Gereja yang tidak setuju dengan pernikahan beda agama sama sekali tidak mau hukum nikah beda agama menurut Kristen Protestan. Ada juga gereja yang mengeluarkan orang Kristen yang menikah dengan pasangan beda agama dari anggota jemaat gereja.

 

Apa kata Alkitab Tentang Pernikahan Beda Agama?
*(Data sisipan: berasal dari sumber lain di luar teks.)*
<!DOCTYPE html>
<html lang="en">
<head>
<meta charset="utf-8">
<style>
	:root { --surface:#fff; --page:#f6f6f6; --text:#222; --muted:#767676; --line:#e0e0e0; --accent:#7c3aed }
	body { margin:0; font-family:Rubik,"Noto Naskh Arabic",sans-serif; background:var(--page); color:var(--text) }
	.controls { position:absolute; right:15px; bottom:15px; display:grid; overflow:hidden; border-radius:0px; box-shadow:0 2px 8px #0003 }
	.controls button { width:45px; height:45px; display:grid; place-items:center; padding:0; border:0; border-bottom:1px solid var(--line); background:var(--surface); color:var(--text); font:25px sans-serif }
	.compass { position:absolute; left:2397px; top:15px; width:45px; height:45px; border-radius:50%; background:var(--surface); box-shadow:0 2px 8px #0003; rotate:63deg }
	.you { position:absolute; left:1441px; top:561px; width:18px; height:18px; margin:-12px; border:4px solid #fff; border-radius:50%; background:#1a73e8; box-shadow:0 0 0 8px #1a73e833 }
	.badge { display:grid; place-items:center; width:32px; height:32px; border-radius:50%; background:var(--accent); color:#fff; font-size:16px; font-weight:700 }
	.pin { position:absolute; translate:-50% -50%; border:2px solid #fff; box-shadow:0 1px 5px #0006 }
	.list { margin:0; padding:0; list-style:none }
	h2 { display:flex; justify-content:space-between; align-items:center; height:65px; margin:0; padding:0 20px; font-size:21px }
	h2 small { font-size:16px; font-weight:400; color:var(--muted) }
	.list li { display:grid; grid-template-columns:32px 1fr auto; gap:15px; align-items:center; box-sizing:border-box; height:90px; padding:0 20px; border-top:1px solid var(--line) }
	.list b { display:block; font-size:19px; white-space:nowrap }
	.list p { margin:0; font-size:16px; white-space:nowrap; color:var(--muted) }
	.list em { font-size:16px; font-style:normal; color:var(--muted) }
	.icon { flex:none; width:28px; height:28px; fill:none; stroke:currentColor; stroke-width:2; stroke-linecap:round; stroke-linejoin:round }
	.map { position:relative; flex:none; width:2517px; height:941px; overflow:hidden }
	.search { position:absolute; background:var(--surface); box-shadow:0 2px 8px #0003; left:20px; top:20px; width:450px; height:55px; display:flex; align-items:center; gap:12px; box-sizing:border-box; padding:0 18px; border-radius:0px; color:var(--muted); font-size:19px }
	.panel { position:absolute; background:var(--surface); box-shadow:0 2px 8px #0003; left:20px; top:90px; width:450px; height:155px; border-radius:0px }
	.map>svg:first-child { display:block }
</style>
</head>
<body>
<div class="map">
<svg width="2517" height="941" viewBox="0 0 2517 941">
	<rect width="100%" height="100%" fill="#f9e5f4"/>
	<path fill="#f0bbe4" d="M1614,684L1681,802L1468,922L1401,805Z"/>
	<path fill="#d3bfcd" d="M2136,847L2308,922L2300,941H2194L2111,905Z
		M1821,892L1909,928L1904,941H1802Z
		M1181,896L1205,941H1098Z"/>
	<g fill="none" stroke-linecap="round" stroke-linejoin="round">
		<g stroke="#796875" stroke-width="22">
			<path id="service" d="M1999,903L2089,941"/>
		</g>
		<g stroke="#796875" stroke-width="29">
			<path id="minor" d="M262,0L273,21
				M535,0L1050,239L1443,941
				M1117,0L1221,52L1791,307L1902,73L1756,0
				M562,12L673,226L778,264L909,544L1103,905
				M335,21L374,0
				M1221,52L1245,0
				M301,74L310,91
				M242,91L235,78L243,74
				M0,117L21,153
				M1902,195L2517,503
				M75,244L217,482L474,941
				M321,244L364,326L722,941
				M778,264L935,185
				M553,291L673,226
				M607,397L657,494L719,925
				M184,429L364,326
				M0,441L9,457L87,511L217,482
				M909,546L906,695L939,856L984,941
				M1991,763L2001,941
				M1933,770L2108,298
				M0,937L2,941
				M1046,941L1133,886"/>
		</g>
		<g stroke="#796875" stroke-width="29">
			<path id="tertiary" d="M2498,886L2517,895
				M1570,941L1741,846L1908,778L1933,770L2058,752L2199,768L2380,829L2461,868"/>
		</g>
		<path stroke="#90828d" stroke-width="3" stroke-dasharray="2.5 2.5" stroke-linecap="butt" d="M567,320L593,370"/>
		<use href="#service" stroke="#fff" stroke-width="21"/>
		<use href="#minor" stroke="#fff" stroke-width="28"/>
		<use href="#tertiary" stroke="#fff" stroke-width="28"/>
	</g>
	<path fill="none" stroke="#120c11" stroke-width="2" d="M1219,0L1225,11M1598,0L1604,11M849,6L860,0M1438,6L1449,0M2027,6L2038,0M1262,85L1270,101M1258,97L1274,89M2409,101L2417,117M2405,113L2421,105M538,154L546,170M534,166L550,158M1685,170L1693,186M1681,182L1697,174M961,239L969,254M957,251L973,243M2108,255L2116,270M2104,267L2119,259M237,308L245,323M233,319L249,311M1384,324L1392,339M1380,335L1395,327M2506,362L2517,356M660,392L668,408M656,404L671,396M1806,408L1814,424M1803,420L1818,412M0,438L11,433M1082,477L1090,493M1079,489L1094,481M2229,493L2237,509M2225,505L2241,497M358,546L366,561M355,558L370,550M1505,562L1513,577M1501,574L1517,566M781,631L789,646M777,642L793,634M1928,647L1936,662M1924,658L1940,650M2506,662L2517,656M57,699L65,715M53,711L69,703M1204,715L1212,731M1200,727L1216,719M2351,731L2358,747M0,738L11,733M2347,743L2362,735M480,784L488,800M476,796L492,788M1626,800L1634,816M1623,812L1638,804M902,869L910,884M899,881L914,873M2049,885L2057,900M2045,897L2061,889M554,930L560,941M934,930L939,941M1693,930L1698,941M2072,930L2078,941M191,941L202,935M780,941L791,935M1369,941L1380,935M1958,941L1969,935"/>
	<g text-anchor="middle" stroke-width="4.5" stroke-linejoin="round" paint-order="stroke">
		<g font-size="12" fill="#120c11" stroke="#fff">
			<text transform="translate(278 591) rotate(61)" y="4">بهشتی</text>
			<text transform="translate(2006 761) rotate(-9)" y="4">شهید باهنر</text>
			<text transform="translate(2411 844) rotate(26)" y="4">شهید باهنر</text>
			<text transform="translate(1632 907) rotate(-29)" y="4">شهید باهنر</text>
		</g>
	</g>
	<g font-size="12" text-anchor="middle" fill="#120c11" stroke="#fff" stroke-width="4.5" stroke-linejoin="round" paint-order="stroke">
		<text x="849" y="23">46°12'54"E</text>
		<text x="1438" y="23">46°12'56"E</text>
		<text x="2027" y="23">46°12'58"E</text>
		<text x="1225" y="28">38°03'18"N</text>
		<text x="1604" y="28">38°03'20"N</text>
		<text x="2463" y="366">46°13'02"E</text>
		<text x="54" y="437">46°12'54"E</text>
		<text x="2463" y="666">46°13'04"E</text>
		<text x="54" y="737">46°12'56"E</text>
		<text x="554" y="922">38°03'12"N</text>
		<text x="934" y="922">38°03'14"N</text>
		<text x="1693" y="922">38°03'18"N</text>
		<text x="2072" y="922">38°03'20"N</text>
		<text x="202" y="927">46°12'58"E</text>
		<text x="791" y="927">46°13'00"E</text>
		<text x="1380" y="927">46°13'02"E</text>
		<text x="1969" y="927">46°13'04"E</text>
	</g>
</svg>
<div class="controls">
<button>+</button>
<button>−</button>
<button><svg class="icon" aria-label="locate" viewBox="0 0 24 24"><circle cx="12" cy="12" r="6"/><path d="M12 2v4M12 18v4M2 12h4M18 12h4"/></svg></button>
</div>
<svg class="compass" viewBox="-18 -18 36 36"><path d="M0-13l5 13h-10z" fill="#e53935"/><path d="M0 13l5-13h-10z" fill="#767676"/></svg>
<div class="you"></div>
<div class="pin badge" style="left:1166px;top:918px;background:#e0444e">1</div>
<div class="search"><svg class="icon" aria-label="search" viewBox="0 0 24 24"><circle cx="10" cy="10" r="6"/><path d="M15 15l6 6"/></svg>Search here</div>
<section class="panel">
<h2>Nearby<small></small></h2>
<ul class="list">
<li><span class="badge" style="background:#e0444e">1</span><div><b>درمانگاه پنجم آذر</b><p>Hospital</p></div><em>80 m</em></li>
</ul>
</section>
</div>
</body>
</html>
Beberapa panduan yang tersirat dari ayat di atas adalah: pernikahan harus dilakukan oleh dua orang yang berbeda gender dan sudah dewasa. Lalu, bagaimana dengan pernikahan beda agama? Dalam surat 2 Korintus:14. Paulus menasihati jemaaat Korintus, Janganlah kamu merupakan pasangan yang tidak seimbang dengan orang-orang yang tak percaya. Sebab persamaan apakah terdapat antara kebenaran dan kedurhakaan? Atau bagaimanakah terang dapat bersatu dengan gelap? (2. Kor. 6:14) Memang secara konteks, ayat tersebut tidak mengarah pada pernikahan. Melainkan, penerapan dari perintah Tuhan untuk menjauhkan diri dari kecemaran (2. Kor. 7:1; 6:17). Melalui ayat ini, Paulus meminta jemaat Korintus untuk menegaskan identitas mereka sebagai umat Tuhan. Dengan begitu, mereka tidak selayaknya “bersekutu” (sepaham dan setujuan) dengan orang-orang yang tidak percaya.

Walaupun demikian, ayat ini juga bisa menjadi dasar bahwa pernikahan beda agama tidak diinginkan Tuhan. Jika “bersekutu” dengan orang-orang yang tidak percaya saja tidak diperkenan Tuhan, apalagi ikatan pernikahan, bukan? Selain itu kita harus ingat bahwa tubuh kita adalah bait Roh Kudus. Jadi, kita harus menjaga kekudusannya. Selain tidak melakukan hubungan di luar nikah, hubungan di dalam nikah pun harus dilakukan dengan pasangan yang sama-sama bait Roh Kudus.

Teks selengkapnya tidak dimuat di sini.